WHAT TO PRODUCE
Whenever a picture appears, leave it out while repeating all the other data exactly.

Collected data entries:

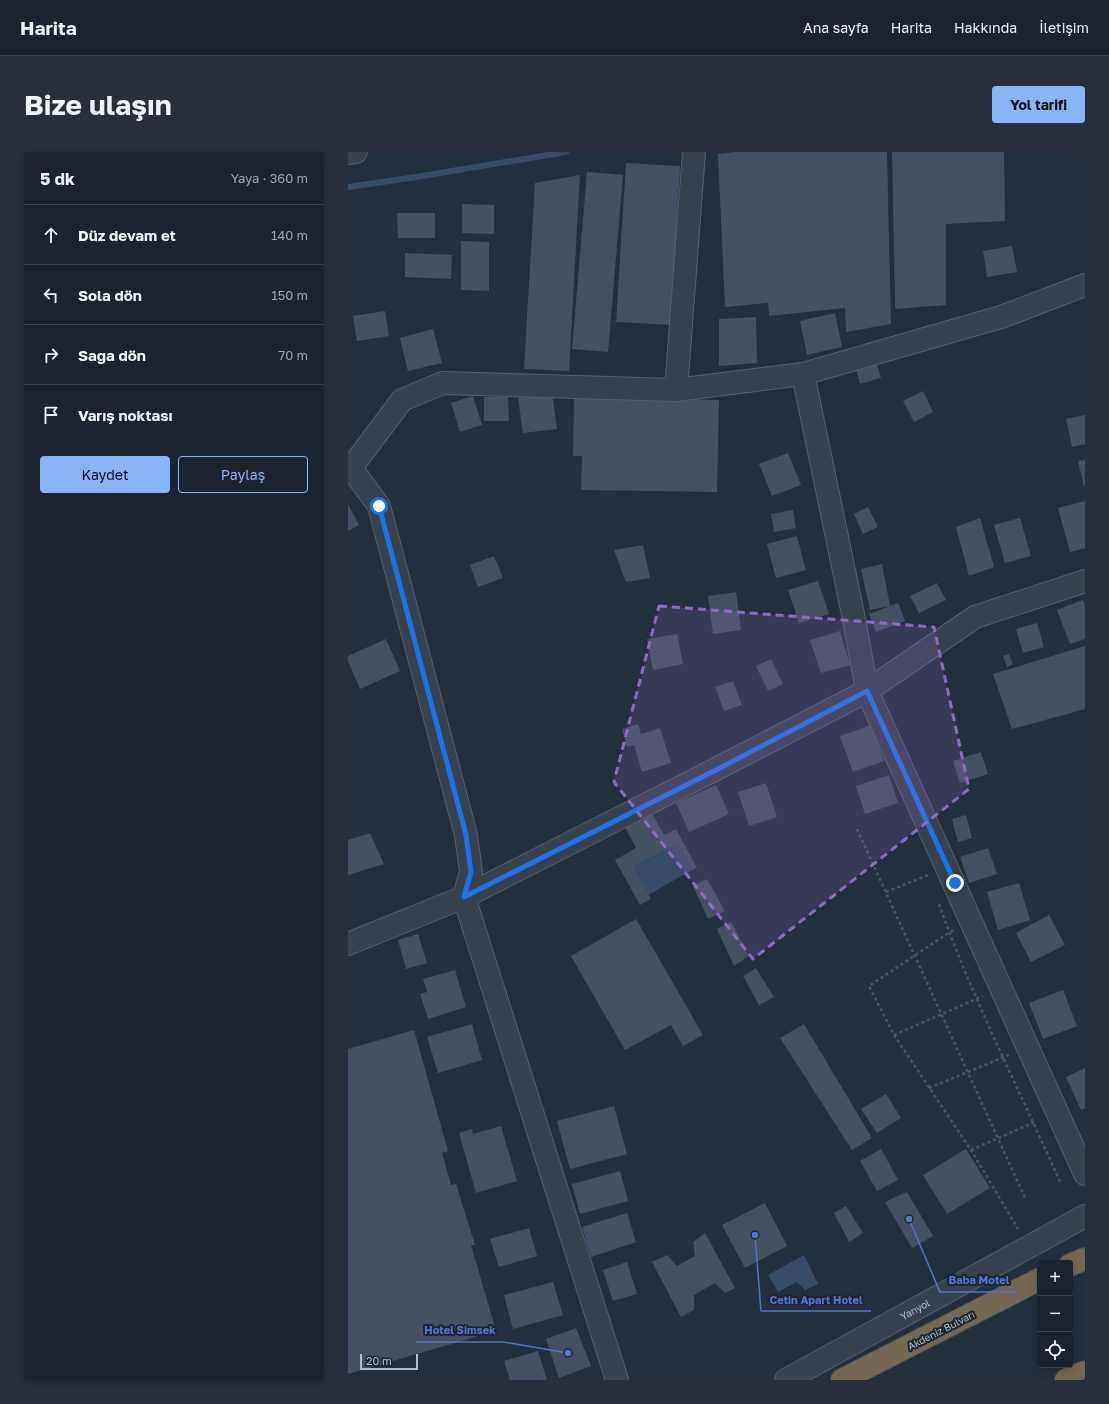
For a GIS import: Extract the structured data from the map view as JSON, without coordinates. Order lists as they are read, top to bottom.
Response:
{
  "streets": {
    "highway": ["Akdeniz Bulvarı"],
    "street": ["Yanyol"]
  },
  "places": ["Baba Motel", "Cetin Apart Hotel", "Hotel Simsek"],
  "scale_bar": "20 m",
  "page": {
    "header": "Harita",
    "nav": [
      "Ana sayfa",
      "Harita",
      "Hakkında",
      "İletişim"
    ],
    "buttons": [
      "Yol tarifi",
      ["Kaydet", "Paylaş"]
    ],
    "title": "Bize ulaşın",
    "heading": ["5 dk", "Yaya · 360 m"],
    "list": [
      ["Düz devam et", "140 m"],
      ["Sola dön", "150 m"],
      ["Sağa dön", "70 m"],
      "Varış noktası"
    ],
    "map_buttons": ["+", "−"],
    "scale": "20 m"
  }
}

OUTPUT FOR THIS EXERCISE
For a GIS import: Extract the structured data from the map view as JSON, without coordinates. Order lists as they are read, top to bottom.
Response:
{
  "streets": {
    "highway": ["Akdeniz Bulvarı"],
    "street": ["Yanyol"]
  },
  "places": ["Baba Motel", "Cetin Apart Hotel", "Hotel Simsek"],
  "scale_bar": "20 m",
  "page": {
    "header": "Harita",
    "nav": [
      "Ana sayfa",
      "Harita",
      "Hakkında",
      "İletişim"
    ],
    "buttons": [
      "Yol tarifi",
      ["Kaydet", "Paylaş"]
    ],
    "title": "Bize ulaşın",
    "heading": ["5 dk", "Yaya · 360 m"],
    "list": [
      ["Düz devam et", "140 m"],
      ["Sola dön", "150 m"],
      ["Sağa dön", "70 m"],
      "Varış noktası"
    ],
    "map_buttons": ["+", "−"],
    "scale": "20 m"
  }
}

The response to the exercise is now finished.